I never once told you not to utter your opinion. It is not opinion that being an Airline Pilot is much harder than becoming an Uber driver. That is cold hard fact. So to try to compare the earnings of an Airline Pilot, whose starting Salary is actually less than some good Uber drivers in select markets, is just plain silly. There is absolutely no comparison.


----------



## Trunkcorpse (Oct 27, 2017)

Veal66 said:


> Airline pricing of their tickets is certainly not transparent. They fluctuate by a lot of money, day to day, even hour to hour. We don't get any sort of breakdown of their pricing and how it is calculated for the person booking the flight.
> 
> Many more people fly worldwide than use rideshare. Many more $$ are spent by the public on airfare vs. rideshare.
> 
> Perhaps a better use of your (ahem) talents outface would be to stop posting on this message board and spend your protest time on crafting and delivering your messages to the airlines about their opaque, unjust pricing practices. Potentially much greater return of justice for more of the public and more of the public's money.


I made a similar point to outface today as well. He ignored me. This is his calling.



outface said:


> I will not stop you uttering your opinions. You also don't bother discourage my speaking. On this forum, we can mutual respect or mutual ignore.


steveK2016 just annihilated every argument you put forth. And you refuse to acknowledge it. So, it's name calling time, or I'm willing to engage in actual fisticuffs. You name the parking lot and city. I'll fly there. A pilot will fly me there.


----------



## outface (Oct 15, 2017)

Is this a good argument by comparing airliners' upfront pricing with Uber's?! Do the airliners pay their pilots minimum wage?! Do the pilots need to provide their own airplanes?! Please compare things at an equal basis. You cannot compliant iPhone is so expensive than a MacBurger. Likewise, you cannot compare airliner's upfront pricing with Uber's.


----------



## Ant-Man (Nov 22, 2017)

outface I am sorry you are having a negative experience with these issues, but we have reviewed your arguments and they confirm that while you raise some legitimate points, your abrasive and confrontational style is not helpful in calling attention to these issues. Further, misrepresentation of facts, intentional or accidental, destroys what credibility you have left after insulting both passengers and drivers. I understand that this can be a disappointment but I can assure you that we have looked at this report and have given it the proper attention it deserved. I hope you can continue to partner with Uber and I wish you the best of luck.
Rahim



Ms Stein Fanboy said:


> I'm kinda fascinated at this phenomenon where one says something like "my pay shows right away", and a separate question about why people care about % of rider's price when we get paid the same rate regardless of the percentage Uber takes from the rider, and a person replies with "Uber doesn't have yr back. They like yr stupidity and loyalty."


[2][3][4]



outface said:


> Unjust will happen if there is no justice. THere is no justice if Uber will not fail.


[5][6]



outface said:


> Who let Uber change the rule so that they can earn up to 80% commission from the trip?

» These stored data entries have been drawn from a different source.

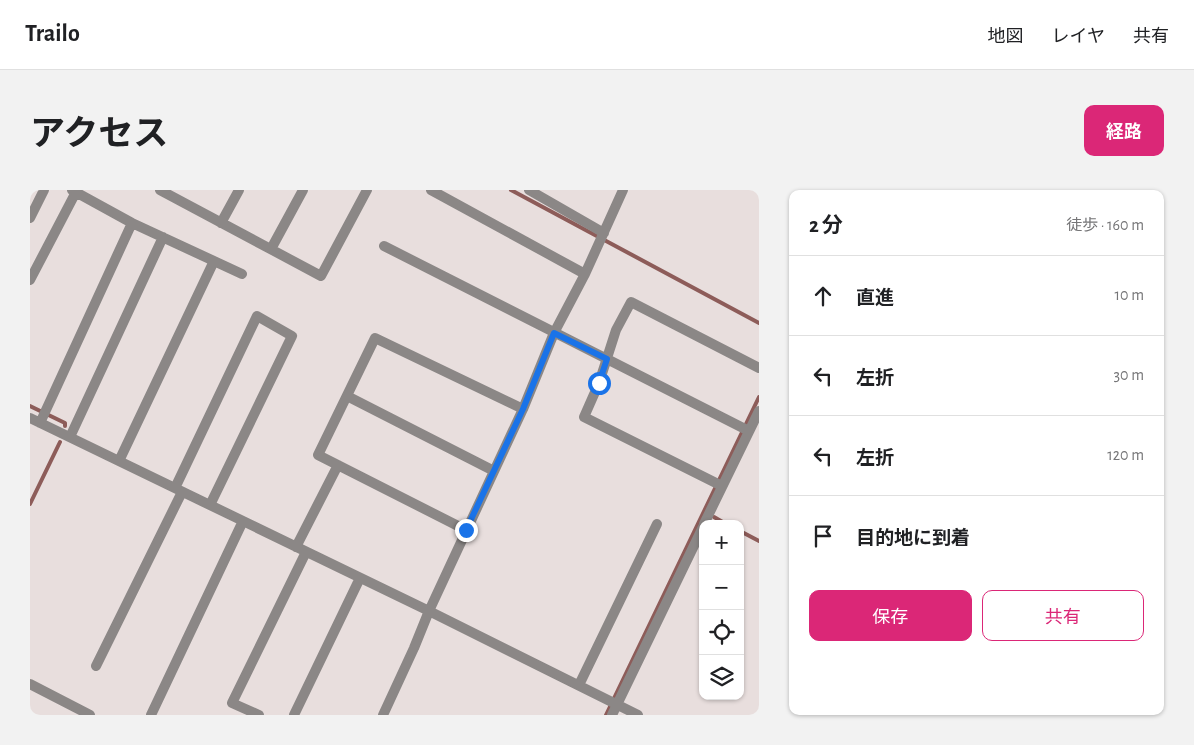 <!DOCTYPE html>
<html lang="ja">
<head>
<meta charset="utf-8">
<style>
	:root { --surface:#fff; --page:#f2f2f2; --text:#202124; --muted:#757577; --line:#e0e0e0; --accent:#db2777 }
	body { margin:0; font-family:"Alegreya Sans","Noto Sans JP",sans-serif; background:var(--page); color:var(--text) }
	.controls { position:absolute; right:15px; bottom:15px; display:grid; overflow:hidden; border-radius:10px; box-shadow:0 1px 4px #0004 }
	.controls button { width:45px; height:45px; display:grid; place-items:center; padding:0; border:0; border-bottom:1px solid var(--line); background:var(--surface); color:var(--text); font:25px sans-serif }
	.stop { position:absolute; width:15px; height:15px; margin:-11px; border:4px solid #1a73e8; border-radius:50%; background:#fff }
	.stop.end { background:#1a73e8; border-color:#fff; box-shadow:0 1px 5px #0008 }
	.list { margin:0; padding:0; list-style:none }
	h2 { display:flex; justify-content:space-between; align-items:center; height:65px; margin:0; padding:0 20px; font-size:21px }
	h2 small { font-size:16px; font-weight:400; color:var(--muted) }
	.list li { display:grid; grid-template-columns:32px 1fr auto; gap:15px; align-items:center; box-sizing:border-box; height:80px; padding:0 20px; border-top:1px solid var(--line) }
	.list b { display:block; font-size:19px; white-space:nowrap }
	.list em { font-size:16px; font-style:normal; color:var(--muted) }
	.actions { display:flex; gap:10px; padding:15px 20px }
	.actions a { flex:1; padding:11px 0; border:1px solid var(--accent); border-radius:10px; text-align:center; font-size:18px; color:var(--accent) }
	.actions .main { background:var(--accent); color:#fff }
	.icon { flex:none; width:28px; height:28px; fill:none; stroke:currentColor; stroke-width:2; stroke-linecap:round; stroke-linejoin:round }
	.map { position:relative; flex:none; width:729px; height:525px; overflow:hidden; border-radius:10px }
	header { display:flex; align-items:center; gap:30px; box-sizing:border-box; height:70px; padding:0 25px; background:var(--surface); border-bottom:1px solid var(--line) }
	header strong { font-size:24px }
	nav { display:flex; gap:28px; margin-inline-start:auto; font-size:18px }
	.intro { display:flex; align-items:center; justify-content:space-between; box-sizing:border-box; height:120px; padding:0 30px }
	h1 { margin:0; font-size:35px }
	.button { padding:12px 22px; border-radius:10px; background:var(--accent); color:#fff; font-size:18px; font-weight:700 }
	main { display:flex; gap:30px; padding:0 30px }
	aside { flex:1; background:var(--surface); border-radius:10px; box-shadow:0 1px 4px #0004 }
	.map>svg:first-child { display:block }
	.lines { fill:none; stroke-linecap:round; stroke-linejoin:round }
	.stream { stroke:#8d5c59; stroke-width:4 }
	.minor { stroke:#8b8786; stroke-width:10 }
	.route { stroke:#1a73e8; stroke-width:6 }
</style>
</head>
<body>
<header>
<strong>Trailo</strong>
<nav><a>地図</a><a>レイヤ</a><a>共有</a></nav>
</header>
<div class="intro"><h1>アクセス</h1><a class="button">経路</a></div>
<main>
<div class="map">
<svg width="729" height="525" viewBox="0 0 729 525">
	<rect width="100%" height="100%" fill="#e8dedd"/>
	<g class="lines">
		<path class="stream" d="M481,0L729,133
			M0,216L35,233V236
			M0,314L30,252
			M684,327L696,334
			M710,341L729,351
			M576,525L729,207"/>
		<path class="minor" d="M42,0L102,33L212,84
			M130,0L291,86L337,0
			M401,0L555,84
			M499,0L574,43
			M0,28L14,0
			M191,33L209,0
			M354,56L719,241
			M241,59L273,0
			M0,90L46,2
			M317,206L464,281
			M0,228L399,421L608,525
			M10,233L102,33
			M40,247L133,47
			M89,271L184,71
			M692,296L554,227L569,193L586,140L601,112L729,178
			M145,298L227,126L262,146L180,315
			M674,334L729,221
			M436,340L288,265L345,148L493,219
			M266,357L308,275
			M66,476L152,302
			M0,494L60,525
			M549,495L627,334
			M121,525L213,331
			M229,525L202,513L276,362
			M264,525L330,388
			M353,525L384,458L399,421L493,219L524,143L555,84L593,0
			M582,525L673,337"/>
	</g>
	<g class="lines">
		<path class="route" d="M436,340L493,219L524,143L577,169L569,193"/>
	</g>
</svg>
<div class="controls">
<button>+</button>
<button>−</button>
<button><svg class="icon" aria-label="locate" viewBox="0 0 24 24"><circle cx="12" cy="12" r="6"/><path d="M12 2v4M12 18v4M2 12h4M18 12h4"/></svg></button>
<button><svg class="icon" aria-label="layers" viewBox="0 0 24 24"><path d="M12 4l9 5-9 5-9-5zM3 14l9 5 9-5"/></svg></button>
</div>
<div class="stop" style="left:569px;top:193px"></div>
<div class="stop end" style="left:436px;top:340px"></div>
</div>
<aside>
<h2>2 分<small>徒歩 · 160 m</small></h2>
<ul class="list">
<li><svg class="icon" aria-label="ahead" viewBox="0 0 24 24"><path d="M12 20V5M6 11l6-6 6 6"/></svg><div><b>直進</b></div><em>10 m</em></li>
<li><svg class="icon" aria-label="left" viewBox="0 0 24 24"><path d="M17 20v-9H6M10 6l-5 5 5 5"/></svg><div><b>左折</b></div><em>30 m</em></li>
<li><svg class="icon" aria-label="left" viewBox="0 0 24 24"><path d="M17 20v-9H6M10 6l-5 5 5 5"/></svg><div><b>左折</b></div><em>120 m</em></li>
<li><svg class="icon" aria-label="arrive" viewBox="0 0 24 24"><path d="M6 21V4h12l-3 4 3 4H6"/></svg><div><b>目的地に到着</b></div></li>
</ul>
<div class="actions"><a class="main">保存</a><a>共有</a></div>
</aside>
</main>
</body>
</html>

Every driver that signed their ToS.



outface said:


> Is this a good argument by comparing airliners with Uber?! Do the airliners pay their pilots minimum wage?! Do the pilots need to provide their own airplanes?! Please compare things at an equal basis.


You think airlines are a bad comparison but real estate is an "equal basis equivalency?" (airlines at least add a fuel surcharge when the price of gas rises which helps offset the cost of gas for those pilots that fly their personal A320's)



outface said:


> Drivers are idiots and riders are jerks.


You've alienated both sides that you are appealing to. GJ, you've only got Uber left to listen.



outface said:


> When Noah was building the Ark, no one believed him neither.


You are comparing yourself to a significant religious figure. Now you've given critics exactly what they need to dismiss you dismissively.



outface said:


> Uber must make its pricing structure TRANSPARENT. All parties have the right to know what riders paid (the fare), what drivers earned (Uber's cost) and what Uber received (Uber's profit). If not, Uber is overcharging riders and underpaying drivers to maximize their immoral, unethical, dishonest profit up to the insane 80%!


TNC's are almost completely unregulated. But your scorched earth approach is going to earn nothing but contempt, not the sympathy that any change to these issues requires. It will also leave everyone you interact with in a state unlikely to be receptive to objectively hear the arguments from someone better prepared than yourself to present them.

I understand your outrage. Believe it or not, I'm more on your side than not. Please don't mistake my attempt at levity as a personal attack. But please reconsider how you are staging your arguments and better arm yourself to effectively engage in that discourse of mutual respect to which you referenced.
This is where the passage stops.